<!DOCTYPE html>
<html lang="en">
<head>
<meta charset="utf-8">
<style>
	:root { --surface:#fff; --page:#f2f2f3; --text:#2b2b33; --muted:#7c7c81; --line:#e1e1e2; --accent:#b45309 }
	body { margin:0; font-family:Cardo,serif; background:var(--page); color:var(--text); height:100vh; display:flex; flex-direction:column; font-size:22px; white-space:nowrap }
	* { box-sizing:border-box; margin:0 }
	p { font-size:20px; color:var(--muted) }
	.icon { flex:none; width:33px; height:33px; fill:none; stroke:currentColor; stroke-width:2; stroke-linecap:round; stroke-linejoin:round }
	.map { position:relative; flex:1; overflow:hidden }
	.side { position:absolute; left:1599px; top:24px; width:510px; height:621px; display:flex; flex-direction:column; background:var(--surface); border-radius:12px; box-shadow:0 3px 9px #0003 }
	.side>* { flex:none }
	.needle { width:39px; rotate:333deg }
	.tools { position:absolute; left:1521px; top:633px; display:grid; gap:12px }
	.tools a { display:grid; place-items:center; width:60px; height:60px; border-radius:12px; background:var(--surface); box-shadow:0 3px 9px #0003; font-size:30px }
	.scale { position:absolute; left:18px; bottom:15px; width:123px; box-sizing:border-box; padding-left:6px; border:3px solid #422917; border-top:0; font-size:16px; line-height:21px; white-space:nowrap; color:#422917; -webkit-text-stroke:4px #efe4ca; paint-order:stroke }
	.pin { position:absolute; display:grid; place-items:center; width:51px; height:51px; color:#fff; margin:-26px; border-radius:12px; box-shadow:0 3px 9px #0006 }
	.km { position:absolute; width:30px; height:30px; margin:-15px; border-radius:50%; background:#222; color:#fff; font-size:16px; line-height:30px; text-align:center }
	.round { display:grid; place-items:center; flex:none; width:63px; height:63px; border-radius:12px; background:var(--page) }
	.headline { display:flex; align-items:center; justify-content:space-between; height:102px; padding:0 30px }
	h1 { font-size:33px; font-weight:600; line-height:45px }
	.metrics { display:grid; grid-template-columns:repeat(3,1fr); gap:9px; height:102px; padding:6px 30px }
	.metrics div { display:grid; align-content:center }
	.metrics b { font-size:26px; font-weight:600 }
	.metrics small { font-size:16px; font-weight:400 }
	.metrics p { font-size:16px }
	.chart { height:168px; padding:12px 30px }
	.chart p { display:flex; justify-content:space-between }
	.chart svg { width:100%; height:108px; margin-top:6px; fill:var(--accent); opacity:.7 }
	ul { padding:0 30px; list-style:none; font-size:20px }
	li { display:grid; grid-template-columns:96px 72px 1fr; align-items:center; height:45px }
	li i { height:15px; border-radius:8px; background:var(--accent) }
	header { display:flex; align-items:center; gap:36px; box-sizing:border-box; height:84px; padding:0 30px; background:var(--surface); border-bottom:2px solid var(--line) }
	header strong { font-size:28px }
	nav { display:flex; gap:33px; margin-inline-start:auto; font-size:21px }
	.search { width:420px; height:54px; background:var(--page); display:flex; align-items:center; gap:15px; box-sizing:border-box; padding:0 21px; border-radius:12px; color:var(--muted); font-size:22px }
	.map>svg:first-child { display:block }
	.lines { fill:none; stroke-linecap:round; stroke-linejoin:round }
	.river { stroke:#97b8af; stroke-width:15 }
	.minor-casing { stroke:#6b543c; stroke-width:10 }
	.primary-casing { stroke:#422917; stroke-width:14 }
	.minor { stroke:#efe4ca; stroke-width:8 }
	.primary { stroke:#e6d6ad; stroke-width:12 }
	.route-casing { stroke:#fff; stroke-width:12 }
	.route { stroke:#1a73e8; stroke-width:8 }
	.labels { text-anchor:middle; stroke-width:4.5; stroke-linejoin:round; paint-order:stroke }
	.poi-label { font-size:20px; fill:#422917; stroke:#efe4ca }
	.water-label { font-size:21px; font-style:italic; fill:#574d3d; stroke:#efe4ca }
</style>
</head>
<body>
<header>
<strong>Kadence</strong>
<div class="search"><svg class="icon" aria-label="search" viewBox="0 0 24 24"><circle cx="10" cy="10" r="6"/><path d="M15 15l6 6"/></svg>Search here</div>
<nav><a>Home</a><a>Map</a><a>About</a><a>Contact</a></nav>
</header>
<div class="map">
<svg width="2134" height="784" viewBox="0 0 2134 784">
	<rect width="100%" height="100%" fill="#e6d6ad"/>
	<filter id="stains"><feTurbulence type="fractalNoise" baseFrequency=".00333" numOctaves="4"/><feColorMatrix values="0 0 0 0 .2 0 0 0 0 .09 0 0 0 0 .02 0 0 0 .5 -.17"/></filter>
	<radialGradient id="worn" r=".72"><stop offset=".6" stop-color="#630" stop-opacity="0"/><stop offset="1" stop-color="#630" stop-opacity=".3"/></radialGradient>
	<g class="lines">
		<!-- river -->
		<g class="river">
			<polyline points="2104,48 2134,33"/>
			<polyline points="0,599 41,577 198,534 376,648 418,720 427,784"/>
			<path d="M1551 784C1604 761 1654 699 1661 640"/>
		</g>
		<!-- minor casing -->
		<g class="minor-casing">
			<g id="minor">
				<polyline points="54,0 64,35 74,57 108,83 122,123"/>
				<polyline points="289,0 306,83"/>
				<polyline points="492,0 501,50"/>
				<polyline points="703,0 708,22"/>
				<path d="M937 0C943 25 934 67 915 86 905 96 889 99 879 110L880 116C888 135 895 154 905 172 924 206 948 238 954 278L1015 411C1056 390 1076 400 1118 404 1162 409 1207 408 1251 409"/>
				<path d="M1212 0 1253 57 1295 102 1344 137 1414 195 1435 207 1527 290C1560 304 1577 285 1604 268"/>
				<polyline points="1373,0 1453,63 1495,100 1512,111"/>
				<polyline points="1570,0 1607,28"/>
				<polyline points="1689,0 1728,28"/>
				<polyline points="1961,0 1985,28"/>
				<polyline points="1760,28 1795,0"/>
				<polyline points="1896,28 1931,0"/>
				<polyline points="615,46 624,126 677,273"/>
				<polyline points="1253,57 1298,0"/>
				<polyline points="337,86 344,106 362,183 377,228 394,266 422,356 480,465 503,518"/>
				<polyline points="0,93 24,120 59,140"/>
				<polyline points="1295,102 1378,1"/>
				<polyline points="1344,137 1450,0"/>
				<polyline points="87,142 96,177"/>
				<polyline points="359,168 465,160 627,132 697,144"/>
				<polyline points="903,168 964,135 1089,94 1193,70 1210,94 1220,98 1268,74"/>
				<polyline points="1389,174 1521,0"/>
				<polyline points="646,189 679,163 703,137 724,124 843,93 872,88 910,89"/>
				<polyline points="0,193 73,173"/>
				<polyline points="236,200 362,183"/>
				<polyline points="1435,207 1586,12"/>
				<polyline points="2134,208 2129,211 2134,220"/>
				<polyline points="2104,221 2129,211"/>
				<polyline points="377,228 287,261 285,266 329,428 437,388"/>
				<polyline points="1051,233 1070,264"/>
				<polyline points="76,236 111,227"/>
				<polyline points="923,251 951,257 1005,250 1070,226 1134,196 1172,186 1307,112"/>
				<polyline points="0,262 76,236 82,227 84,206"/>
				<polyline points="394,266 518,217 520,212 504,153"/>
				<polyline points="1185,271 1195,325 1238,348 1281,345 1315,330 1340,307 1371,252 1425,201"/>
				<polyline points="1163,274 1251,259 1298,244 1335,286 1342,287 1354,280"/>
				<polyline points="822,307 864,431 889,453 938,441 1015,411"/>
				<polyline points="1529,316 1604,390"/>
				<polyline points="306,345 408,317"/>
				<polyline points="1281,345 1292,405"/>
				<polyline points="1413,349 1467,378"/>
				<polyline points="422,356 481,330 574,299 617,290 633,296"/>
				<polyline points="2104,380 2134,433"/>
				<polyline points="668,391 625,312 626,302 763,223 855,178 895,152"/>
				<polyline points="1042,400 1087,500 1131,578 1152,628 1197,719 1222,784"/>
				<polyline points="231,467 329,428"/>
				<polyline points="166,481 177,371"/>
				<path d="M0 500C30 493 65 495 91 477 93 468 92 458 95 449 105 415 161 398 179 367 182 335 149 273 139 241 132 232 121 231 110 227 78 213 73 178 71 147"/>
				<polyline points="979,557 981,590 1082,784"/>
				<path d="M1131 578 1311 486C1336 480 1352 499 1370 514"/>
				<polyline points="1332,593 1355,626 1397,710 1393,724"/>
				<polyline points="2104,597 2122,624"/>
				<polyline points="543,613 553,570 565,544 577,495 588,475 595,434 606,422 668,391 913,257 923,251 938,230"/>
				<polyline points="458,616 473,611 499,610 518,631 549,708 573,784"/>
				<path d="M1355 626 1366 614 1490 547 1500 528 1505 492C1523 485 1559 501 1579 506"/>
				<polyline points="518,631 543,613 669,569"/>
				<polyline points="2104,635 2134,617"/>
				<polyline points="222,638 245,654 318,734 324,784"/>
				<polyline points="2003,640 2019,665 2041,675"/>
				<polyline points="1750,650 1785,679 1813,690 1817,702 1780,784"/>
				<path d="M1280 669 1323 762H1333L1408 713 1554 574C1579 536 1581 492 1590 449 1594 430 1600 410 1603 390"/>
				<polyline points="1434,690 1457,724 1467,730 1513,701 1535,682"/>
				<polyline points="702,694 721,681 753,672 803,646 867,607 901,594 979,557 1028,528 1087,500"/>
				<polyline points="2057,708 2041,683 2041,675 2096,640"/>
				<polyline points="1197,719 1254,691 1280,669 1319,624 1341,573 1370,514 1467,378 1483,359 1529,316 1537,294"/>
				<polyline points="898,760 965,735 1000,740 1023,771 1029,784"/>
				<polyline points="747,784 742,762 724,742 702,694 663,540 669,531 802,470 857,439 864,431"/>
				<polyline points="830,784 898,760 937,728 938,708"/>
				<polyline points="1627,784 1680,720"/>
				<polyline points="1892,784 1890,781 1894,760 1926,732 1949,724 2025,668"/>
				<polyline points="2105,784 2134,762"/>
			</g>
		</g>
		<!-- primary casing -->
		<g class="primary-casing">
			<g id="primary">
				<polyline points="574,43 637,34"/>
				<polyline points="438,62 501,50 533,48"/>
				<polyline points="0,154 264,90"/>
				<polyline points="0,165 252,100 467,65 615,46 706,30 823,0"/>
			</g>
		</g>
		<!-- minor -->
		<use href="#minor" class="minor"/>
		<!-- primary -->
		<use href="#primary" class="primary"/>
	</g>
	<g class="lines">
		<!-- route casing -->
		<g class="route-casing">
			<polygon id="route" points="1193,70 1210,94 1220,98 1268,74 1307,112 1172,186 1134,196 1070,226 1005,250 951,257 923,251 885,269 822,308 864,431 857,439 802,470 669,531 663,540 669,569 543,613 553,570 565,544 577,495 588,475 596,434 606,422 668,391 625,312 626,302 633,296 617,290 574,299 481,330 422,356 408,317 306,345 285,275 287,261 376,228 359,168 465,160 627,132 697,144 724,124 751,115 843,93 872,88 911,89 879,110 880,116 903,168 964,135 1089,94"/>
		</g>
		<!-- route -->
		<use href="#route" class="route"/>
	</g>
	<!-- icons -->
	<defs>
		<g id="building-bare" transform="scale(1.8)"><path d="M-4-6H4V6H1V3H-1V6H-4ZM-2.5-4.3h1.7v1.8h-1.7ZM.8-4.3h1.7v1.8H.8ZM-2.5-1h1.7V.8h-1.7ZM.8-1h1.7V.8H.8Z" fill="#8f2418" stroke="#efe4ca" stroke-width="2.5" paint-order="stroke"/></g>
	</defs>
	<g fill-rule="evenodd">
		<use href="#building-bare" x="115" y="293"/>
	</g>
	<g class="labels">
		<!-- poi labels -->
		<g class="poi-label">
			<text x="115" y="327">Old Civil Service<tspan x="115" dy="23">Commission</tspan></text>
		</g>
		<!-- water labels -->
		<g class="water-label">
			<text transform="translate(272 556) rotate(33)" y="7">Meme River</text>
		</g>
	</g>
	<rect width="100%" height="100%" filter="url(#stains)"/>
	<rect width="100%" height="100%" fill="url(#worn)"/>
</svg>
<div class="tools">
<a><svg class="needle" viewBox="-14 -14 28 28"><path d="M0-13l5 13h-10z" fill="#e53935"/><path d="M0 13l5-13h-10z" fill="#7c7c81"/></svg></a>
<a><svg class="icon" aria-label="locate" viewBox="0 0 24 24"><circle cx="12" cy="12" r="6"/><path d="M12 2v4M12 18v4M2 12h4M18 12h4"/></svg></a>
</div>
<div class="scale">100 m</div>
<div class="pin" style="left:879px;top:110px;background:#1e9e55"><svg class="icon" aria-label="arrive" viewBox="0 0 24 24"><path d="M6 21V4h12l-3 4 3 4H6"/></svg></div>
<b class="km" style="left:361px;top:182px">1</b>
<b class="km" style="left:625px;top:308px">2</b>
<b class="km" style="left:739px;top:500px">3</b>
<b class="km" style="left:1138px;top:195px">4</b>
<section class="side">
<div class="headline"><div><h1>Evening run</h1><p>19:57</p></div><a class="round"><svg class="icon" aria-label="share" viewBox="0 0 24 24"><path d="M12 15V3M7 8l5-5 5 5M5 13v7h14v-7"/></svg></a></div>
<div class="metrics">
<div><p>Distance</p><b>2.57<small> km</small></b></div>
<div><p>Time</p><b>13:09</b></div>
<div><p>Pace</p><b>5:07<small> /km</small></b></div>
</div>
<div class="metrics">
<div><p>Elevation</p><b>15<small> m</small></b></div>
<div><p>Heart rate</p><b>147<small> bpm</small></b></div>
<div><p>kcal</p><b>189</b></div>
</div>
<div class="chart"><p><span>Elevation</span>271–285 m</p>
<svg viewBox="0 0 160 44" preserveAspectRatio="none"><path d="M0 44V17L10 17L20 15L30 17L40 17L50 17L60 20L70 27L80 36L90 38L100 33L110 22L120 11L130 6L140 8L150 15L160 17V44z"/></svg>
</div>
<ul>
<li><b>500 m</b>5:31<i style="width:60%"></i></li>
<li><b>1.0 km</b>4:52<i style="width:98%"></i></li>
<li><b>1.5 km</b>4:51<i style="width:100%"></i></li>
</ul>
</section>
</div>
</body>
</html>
__________________________________________________
__Exercise objective__:
Wherever the word "worn" occurs in the data, copy that whole line.

__Result for this task__:
	<radialGradient id="worn" r=".72"><stop offset=".6" stop-color="#630" stop-opacity="0"/><stop offset="1" stop-color="#630" stop-opacity=".3"/></radialGradient>
	<rect width="100%" height="100%" fill="url(#worn)"/>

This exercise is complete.